I have a series of xlsx files (> 200mb each) with multiple sheets. Only the first sheet of the files contain an introduction, something likes:

This table is designed for balabala etc... balabala
Reference Key date
1 01/01/1999

The number of lines of introductions from each files are not the same, but all the datasets start with Reference Key variable.

Is it possible to avoid reading the whole datasets and deleting the introductions, then merging the sheets from same file into one xlsx file?


Solution

  • Here's a quick process for converting a set of xlsx files with one or more sheets each into a directory tree of CSV files. The loop finds a line that starts with "Reference Key" and, if found, skips to that row; if not found, it skips nothing, assuming that readxl::read_excel will guess appropriately.

    files <- list.files(pattern = "xlsx$", full.names = TRUE)
    for (fn in files) {
      dirnm <- tools::file_path_sans_ext(fn)
      dir.create(dirnm, showWarnings = FALSE)
      for (sht in readxl::excel_sheets(fn)) {
        dat <- readxl::read_excel(fn, sht, n_max = 4, col_types = "text")
        skip <- grep("Reference Key", dat[[1]])[1]
        if (is.na(skip)) skip <- 0L
        newname <- file.path(dirnm, paste0(sht, ".csv"))
        readxl::read_excel(fn, sht, skip = skip) |>
          write.csv(newname, row.names = FALSE)
      }
    }
    

    This works for me given two files:

    • Book1.xlsx with sheets Sheet1 and Sheet2;
    • Book2.xlsx with sheets Sheet1 and Sheet2.

    After this, we now have subdirs with CSV files:

    files
    # [1] "./Book1.xlsx" "./Book2.xlsx"
    list.files(pattern = "csv$", recursive = TRUE, full.names = TRUE)
    # [1] "./Book1/Sheet1.csv" "./Book1/Sheet2.csv" "./Book2/Sheet1.csv" "./Book2/Sheet2.csv"
    

    This should work well for whatever your purpose.
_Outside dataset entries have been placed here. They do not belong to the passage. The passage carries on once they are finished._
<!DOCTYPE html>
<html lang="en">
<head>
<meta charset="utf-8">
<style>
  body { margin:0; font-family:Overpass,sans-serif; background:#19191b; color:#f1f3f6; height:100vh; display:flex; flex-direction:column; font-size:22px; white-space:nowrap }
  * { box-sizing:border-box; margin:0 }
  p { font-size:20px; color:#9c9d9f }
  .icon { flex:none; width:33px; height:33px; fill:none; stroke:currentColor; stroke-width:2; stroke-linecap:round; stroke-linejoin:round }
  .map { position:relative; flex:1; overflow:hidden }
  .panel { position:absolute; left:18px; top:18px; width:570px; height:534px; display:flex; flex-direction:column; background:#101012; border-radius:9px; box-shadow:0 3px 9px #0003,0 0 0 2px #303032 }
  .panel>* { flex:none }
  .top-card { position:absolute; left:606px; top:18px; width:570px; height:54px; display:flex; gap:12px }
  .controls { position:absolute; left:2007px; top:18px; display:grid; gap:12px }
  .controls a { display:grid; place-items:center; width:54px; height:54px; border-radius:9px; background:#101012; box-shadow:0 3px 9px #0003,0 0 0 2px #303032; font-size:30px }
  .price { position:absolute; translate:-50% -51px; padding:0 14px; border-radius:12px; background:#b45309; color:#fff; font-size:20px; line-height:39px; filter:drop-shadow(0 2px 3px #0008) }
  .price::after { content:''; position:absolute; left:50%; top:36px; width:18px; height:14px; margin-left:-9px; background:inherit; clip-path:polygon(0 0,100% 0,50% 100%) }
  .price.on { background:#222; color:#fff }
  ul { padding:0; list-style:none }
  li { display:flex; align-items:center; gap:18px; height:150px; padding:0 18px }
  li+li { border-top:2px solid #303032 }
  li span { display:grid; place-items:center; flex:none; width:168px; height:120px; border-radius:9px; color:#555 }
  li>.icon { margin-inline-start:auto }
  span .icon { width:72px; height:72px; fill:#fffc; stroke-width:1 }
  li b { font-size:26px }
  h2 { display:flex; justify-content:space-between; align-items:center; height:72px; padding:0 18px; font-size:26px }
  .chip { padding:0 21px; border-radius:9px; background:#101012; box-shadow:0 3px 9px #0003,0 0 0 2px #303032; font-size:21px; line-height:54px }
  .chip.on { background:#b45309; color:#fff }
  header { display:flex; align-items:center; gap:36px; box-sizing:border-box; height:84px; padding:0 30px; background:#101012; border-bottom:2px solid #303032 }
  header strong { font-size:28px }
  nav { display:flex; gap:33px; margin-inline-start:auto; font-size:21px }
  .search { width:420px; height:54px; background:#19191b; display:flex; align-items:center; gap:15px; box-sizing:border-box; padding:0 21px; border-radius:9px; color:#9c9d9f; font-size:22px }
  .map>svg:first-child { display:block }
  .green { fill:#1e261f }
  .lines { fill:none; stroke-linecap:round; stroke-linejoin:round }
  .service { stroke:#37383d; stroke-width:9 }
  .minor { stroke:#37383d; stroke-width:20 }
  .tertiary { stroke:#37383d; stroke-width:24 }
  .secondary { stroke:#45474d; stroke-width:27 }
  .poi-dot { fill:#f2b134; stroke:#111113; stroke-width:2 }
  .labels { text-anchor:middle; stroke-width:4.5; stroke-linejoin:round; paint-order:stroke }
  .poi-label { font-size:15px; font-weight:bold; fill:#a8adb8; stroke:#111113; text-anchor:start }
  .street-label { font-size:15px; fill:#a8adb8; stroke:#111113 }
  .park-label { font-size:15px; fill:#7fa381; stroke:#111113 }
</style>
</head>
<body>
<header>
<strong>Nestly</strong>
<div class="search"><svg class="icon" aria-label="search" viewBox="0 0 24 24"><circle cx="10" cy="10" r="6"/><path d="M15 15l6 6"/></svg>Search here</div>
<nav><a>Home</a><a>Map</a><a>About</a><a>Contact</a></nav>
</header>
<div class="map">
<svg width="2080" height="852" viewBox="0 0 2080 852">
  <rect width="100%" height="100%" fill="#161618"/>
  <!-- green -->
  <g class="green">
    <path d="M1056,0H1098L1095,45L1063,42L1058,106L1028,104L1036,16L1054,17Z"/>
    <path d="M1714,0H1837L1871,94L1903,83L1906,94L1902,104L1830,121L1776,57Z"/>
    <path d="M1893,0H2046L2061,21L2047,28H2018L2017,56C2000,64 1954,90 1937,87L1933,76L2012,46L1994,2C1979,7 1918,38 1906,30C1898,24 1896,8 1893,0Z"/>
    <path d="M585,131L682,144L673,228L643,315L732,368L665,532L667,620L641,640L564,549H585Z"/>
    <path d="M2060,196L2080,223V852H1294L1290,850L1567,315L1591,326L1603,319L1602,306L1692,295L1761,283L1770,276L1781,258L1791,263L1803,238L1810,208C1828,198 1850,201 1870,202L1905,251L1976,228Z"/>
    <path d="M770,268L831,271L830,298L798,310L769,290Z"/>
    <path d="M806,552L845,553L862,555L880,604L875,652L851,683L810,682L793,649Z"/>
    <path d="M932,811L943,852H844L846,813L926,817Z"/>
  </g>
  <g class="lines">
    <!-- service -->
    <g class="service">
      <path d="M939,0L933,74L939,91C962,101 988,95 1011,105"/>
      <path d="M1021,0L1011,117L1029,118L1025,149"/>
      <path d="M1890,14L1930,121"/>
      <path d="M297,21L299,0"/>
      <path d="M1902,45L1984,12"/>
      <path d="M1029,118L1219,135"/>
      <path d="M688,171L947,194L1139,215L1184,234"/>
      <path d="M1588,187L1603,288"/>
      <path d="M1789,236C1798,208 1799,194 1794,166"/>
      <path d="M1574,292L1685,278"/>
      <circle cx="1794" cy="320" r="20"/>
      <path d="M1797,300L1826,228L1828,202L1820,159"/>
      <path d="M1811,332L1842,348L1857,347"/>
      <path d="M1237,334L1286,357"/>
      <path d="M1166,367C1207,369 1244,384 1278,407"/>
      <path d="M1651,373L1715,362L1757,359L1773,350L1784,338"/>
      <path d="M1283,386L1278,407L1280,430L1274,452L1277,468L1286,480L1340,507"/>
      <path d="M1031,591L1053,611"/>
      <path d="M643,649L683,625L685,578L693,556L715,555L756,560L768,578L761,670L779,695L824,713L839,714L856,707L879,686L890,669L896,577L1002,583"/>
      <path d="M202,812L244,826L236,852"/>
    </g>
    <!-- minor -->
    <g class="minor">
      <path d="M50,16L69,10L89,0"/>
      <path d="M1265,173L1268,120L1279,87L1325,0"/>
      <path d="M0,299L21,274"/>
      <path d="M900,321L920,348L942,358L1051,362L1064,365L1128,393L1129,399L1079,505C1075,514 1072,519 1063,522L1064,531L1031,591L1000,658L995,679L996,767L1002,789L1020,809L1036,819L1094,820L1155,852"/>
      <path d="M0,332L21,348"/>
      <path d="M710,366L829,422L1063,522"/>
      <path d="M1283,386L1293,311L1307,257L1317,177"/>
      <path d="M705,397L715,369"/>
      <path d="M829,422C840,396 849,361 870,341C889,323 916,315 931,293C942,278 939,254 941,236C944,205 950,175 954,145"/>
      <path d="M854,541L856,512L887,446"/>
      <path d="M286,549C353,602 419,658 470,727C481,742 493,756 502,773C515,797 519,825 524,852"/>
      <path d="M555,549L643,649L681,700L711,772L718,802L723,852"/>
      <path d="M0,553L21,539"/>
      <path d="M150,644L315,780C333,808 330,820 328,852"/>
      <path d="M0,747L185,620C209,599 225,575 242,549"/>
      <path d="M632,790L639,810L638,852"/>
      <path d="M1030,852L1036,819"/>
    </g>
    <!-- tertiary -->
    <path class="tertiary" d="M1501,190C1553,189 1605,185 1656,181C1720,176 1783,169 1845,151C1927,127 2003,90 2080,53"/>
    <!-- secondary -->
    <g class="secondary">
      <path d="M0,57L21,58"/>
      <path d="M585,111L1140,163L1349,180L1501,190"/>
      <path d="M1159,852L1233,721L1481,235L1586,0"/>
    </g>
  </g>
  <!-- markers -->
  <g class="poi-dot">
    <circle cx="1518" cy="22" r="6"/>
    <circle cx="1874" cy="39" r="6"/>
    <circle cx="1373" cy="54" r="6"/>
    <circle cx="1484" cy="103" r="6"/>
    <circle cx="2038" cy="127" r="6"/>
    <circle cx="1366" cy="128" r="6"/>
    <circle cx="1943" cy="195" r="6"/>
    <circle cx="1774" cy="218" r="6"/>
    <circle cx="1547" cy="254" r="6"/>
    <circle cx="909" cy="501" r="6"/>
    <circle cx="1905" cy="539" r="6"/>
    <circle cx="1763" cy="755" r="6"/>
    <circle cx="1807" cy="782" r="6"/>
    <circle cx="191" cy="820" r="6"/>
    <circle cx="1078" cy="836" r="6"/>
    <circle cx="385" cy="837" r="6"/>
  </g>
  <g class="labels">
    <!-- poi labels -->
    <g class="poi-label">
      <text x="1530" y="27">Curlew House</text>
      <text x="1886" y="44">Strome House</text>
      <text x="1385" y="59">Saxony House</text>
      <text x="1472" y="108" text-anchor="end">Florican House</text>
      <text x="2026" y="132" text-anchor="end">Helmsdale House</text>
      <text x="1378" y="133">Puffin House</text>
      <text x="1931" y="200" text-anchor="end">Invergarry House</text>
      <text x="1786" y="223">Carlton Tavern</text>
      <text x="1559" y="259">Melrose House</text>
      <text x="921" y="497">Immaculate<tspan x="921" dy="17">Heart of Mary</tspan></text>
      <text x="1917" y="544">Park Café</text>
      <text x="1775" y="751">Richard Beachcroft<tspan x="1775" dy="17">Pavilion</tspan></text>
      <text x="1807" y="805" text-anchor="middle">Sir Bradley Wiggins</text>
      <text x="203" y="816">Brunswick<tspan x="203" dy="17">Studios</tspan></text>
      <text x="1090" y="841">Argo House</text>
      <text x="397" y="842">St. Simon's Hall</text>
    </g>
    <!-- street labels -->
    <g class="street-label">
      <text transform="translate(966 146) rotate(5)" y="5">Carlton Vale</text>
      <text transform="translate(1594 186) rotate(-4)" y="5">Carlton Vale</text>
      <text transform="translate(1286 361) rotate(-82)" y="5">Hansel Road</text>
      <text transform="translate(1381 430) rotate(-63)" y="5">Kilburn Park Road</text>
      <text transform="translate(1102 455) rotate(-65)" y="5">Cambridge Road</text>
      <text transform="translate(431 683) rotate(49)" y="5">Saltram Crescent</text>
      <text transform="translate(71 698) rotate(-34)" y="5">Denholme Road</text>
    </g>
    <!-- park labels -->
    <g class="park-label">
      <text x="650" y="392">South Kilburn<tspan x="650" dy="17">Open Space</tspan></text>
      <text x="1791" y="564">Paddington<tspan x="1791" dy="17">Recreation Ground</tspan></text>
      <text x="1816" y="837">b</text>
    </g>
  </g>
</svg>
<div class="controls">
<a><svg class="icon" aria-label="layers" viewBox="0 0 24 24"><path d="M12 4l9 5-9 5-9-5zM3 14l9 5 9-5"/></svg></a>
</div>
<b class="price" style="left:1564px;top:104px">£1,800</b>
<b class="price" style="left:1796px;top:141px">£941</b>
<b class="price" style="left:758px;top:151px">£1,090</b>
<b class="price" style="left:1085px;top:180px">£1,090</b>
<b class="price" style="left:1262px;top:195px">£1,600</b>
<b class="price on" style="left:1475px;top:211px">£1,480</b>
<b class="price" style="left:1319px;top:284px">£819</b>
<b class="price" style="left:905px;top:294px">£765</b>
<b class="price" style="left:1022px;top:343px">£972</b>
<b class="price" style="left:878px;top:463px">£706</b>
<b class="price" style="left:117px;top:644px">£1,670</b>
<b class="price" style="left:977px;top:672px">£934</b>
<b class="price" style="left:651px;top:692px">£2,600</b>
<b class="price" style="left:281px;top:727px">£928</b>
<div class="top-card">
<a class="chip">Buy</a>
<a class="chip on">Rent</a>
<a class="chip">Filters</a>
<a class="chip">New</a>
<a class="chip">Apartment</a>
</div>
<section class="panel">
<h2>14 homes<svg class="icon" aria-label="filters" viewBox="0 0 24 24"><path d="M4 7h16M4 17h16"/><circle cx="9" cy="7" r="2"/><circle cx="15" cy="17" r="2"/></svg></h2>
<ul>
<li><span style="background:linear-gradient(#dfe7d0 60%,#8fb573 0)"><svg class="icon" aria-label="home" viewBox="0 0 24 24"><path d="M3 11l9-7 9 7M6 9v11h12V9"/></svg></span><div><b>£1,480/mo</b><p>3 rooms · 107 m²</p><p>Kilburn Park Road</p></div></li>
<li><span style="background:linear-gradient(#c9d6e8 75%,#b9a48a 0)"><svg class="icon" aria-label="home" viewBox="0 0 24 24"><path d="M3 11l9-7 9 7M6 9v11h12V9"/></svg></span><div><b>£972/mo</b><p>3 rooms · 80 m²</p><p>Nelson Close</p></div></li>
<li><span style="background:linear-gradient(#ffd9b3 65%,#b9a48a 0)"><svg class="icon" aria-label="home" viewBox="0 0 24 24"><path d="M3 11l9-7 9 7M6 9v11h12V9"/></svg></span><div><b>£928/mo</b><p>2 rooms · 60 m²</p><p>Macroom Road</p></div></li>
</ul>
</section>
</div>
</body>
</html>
If you're dealing with large amounts of data, there are many reasons why you many prefer to write directly to parquet format instead of CSV:

    • lazy reading: in a dplyr pipe, you can use a somewhat-reduced set of mutate, filter, select, and such, and none of the data is read into memory until you finally %>% collect() the data, similar to dbplyr and dtplyr;
    • combine files: if the schema (columns/types) are all the same, then you can use arrow::open_dataset once with all (or a subset of) files, and it will virtually combine them, optionally using hive-partitioning (not used here necessarily, but can be added if applicable);
    • native types: the classes (and attributes) of the R data.frame produced by read_excel are preserved in the parquet file, so if your excel data includes dates, timestamps, etc, you can set this before saving to parquets, and when you read the parquets they will be the correct classes again.
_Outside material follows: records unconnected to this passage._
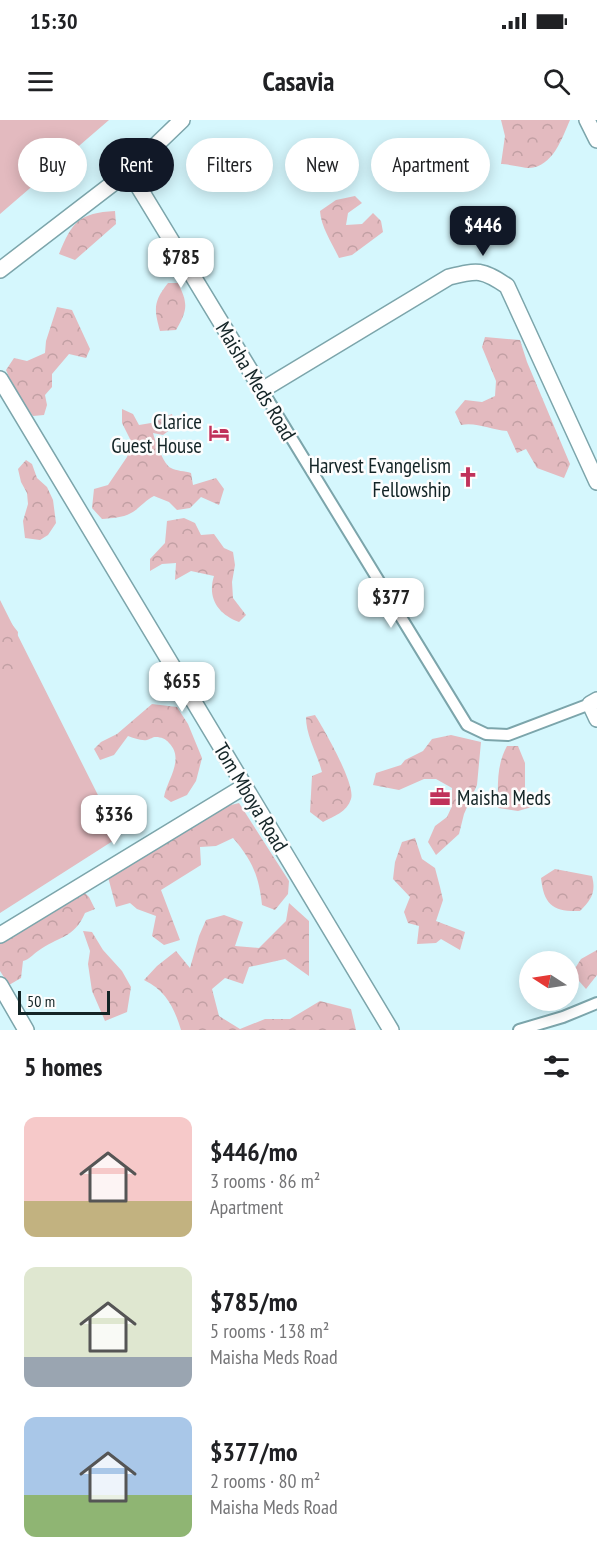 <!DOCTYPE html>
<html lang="en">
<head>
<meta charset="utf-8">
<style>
	body { margin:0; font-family:"PT Sans Narrow",sans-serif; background:#f2f2f2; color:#202124; height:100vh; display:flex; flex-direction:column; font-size:22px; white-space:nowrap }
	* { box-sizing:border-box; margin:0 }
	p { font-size:20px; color:#757577 }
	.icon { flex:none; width:33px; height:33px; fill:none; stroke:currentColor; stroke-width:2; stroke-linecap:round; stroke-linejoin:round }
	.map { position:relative; height:910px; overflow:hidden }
	.drawer { display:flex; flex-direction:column; background:#fff; flex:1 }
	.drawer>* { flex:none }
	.top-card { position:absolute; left:18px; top:18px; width:561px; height:54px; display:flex; gap:12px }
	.needle { width:39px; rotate:282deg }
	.controls { position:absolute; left:519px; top:831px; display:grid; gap:12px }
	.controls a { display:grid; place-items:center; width:60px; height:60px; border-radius:50%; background:#fff; box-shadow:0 3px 15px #0003; font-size:30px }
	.scale { position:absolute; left:18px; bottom:15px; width:92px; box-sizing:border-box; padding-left:6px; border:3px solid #132426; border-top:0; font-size:16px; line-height:21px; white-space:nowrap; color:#132426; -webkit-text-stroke:4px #fdfdfd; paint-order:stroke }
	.price { position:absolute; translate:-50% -51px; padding:0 14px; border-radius:12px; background:#fff; color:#222; font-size:20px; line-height:39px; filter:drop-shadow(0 2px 3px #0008) }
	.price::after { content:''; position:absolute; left:50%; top:36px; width:18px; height:14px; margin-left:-9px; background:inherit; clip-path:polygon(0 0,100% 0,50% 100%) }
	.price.current { background:#111827; color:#fff }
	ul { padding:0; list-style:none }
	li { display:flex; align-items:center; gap:18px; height:150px; padding:0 24px }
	li span { display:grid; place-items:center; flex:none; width:168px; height:120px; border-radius:12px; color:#555 }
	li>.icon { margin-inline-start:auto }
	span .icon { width:72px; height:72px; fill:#fffc; stroke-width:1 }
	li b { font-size:26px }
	h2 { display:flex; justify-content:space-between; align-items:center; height:72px; padding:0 24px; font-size:26px }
	.chip { padding:0 21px; border-radius:27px; background:#fff; box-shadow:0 3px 15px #0003; font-size:21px; line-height:54px }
	.chip.current { background:#111827; color:#fff }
	.status { display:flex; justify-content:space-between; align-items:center; height:42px; padding:0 30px; background:#fff; direction:ltr }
	.status svg { height:16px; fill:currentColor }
	header { display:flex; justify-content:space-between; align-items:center; height:78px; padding:0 24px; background:#fff; font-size:27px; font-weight:600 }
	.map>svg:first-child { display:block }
	.grass { fill:#e3babf }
	.forest { fill:url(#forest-crowns) }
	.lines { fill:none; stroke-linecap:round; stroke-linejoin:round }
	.street-casing { stroke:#7ca5ab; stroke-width:14 }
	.secondary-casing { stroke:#7ca5ab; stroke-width:18 }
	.street { stroke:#fff; stroke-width:10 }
	.secondary { stroke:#fff; stroke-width:15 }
	.labels { text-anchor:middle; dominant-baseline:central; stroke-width:5; stroke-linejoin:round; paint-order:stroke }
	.street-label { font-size:21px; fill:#132426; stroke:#fdfdfd }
	.poi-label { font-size:21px; fill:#132426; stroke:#fdfdfd; text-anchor:end }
</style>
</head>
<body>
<div class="status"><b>15:30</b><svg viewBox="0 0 49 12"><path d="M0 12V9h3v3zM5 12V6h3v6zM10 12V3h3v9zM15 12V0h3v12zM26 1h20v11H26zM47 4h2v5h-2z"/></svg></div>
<header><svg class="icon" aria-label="menu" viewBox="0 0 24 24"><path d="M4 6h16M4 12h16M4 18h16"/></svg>Casavia<svg class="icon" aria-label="search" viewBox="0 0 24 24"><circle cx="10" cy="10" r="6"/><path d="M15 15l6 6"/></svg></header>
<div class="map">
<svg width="597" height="910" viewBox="0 0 597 910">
	<defs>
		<pattern id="forest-crowns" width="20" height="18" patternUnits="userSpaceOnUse" patternTransform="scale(1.5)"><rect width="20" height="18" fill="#e3babf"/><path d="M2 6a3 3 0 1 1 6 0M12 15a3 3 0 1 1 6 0" fill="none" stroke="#c2a0a4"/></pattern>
	</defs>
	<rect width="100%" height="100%" fill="#d5f7fd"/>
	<path class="grass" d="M0,0H109L0,94Z
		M0,480L119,717L0,793Z"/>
	<path class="forest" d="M501,0H570C562,18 553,47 529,48C524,48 508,44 501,44L505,16Z
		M355,76L362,83L348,93L346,105L362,104L373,93L381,101L383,112L352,135L339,138C332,123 321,107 320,91L336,80Z
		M115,91L116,104L75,140L59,134C72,102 79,93 115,91Z
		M168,163H178C188,183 188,190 176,210L160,211C154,189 153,182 168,163Z
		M57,187L72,190L90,229L86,238L69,234L52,254V267L45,275L47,285L44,295L33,296L14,269L6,250L14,238L27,241L45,233L46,221Z
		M485,217L520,220L527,242L570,344L564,358L537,348L526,329L517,333L507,311C491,310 477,302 461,305L455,292L465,280L482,282L495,276L496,261L482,227Z
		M122,289L133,294L139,305L151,303L172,294L175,306L163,315L153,313C155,321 164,345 171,348C176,351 185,351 191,353L193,365L216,358L224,369L219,385L201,377L190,388L177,390L169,382L154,376C144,381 139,389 131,393C122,398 112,398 102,399L92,388L94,369L108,365L127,337L132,323L122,303Z
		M26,340L32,344L37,358L47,367L53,380L56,403L48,415L40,420L25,418L23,401L28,384L27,373L21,362L18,349Z
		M184,398L195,403L201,415L214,414L224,428L233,432L235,445L232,462L233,478L246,495L239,502C218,494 207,478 214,456L191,451L175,460L176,443L162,444L150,451V439L165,423L167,401Z
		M11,503L18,512L15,548L8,560L0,550V505Z
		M152,584L177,587L188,604L202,638L196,661L187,675L171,682L164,677C167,660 185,639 169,623C166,619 161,617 156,617C152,617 151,619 147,620C141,621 134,618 128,616L114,635L100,640L94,629L101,622L117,614Z
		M315,595C324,609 356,665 351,679C347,692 334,696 323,702L310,692L312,656L322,652C317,633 306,616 306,597Z
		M451,615L481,622L477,665L464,694L459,714L436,735L428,722L435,706L447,697L452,686V668L436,659H424L399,670L373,665L376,653L401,645L405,640L423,631L432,619Z
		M507,626H518L525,643V667L532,687L518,691L498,688C498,666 496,646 507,626Z
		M239,683L289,761L288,774L275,790L262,785C259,756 252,740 233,718L216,726L200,727L201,745L161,770L180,820L164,825L152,816L156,796L137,789L130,783L116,787L108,757L219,688Z
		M415,718L422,739L435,748L440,767L443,780L436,801L465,812L460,830L441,819L436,823L417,824L419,806L408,803L404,792L410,777L393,759L395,742L402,722Z
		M555,749L592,756C596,772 592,779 580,791C553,792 544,785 541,758Z
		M82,770L89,777L95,789L85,793C74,819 58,816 38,831C32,835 30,839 23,841L21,858L9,865L0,851V820Z
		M289,783L309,801V856L285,839L249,847L243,864L225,858L212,869L219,896L240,909L265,899H290L320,881L351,889L356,910H181C174,887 166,871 144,860L157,846L176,831L190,848L199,816L206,800L224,795L243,802L235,826L259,828L286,801Z
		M83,811L92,812L103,830L122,851L131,867L127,892L105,901L92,871L88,844L90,831Z
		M597,830V855L586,869L572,853L581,839Z"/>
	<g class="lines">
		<g class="street-casing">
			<path id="street" d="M262,270L467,605L486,614L508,615L590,584
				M519,910L563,897L597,883"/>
		</g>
		<g class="secondary-casing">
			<path id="secondary" d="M587,0L597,20
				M129,51L262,270L449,157C478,150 482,149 507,166L597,362
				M0,150L129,51L182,0
				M0,259L391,910
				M597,580L590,584L597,599
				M0,815L245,666
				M0,865L26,910"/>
		</g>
		<use href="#street" class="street"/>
		<use href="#secondary" class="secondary"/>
	</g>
	<defs>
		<g id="hotel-bare" transform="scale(1.62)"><path d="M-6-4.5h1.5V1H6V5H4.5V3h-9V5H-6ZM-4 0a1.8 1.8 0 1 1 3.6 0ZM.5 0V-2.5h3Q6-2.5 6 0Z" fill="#c0315a" stroke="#fdfdfd" stroke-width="2.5" paint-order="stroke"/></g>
		<g id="church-bare" transform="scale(1.62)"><path d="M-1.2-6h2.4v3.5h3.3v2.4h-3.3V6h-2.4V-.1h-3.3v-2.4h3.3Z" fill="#c0315a" stroke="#fdfdfd" stroke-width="2.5" paint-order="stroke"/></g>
		<g id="office-bare" transform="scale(1.62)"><path d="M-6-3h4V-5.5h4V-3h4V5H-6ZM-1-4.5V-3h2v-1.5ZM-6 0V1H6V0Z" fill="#c0315a" stroke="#fdfdfd" stroke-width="2.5" paint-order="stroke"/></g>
	</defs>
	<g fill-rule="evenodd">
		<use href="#hotel-bare" x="219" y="313"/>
		<use href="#church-bare" x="468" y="357"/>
		<use href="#office-bare" x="440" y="677"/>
	</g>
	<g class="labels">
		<g class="street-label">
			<text transform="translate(256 261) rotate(59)">Maisha Meds Road</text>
			<text transform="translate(251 677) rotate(59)">Tom Mboya Road</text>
		</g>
		<g class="poi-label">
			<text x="202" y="301">Clarice<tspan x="202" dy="24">Guest House</tspan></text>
			<text x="451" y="345">Harvest Evangelism<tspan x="451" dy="24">Fellowship</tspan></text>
			<text x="457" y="677" text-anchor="start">Maisha Meds</text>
		</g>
	</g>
</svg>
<div class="controls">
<a><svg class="needle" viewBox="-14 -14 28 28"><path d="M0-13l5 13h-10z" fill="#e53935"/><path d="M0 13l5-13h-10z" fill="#757577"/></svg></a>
</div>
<div class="scale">50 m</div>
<b class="price current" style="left:483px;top:137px">$446</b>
<b class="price" style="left:181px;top:169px">$785</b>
<b class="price" style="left:391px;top:509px">$377</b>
<b class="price" style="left:182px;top:593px">$655</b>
<b class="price" style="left:114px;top:726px">$336</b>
<div class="top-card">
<a class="chip">Buy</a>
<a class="chip current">Rent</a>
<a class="chip">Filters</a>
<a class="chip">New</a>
<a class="chip">Apartment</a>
</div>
</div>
<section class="drawer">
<h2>5 homes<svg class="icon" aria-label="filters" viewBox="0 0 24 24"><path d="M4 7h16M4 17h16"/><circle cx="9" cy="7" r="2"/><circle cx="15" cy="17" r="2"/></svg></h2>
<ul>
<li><span style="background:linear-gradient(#f6c9c9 70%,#c2b280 0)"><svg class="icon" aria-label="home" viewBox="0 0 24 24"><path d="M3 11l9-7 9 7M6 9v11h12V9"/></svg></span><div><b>$446/mo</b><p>3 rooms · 86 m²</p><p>Apartment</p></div></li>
<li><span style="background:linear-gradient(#dfe7d0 75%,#9aa5b1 0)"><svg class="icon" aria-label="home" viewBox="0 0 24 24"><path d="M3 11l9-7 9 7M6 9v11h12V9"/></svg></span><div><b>$785/mo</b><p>5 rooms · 138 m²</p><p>Maisha Meds Road</p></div></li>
<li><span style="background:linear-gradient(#a9c7e8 65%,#8fb573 0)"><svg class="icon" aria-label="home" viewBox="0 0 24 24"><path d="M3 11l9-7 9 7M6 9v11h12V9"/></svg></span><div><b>$377/mo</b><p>2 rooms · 80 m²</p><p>Maisha Meds Road</p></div></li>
</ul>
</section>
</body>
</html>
    For that, I think I would modify the inner-most portion of the loop to be something like:

        newname <- file.path(dirnm, paste0(sht, ".pq"))
        readxl::read_excel(fn, sht, skip = skip) %>%
          mutate(
            thedata = as.Date(somedate, format = "....."),
            thetime = as.POSIXct(somestamp, format = ".....")
          ) %>%
          arrow::write_parquet(newname)
    

    and then use arrow::open_dataset on each file (if desired) or something like this if the schema are all the same:

    ds <- list.files(basename(files), pattern = "pq$", recursive = TRUE) |>
      arrow::open_dataset()
    

    and have lazy access to all of the data in one object.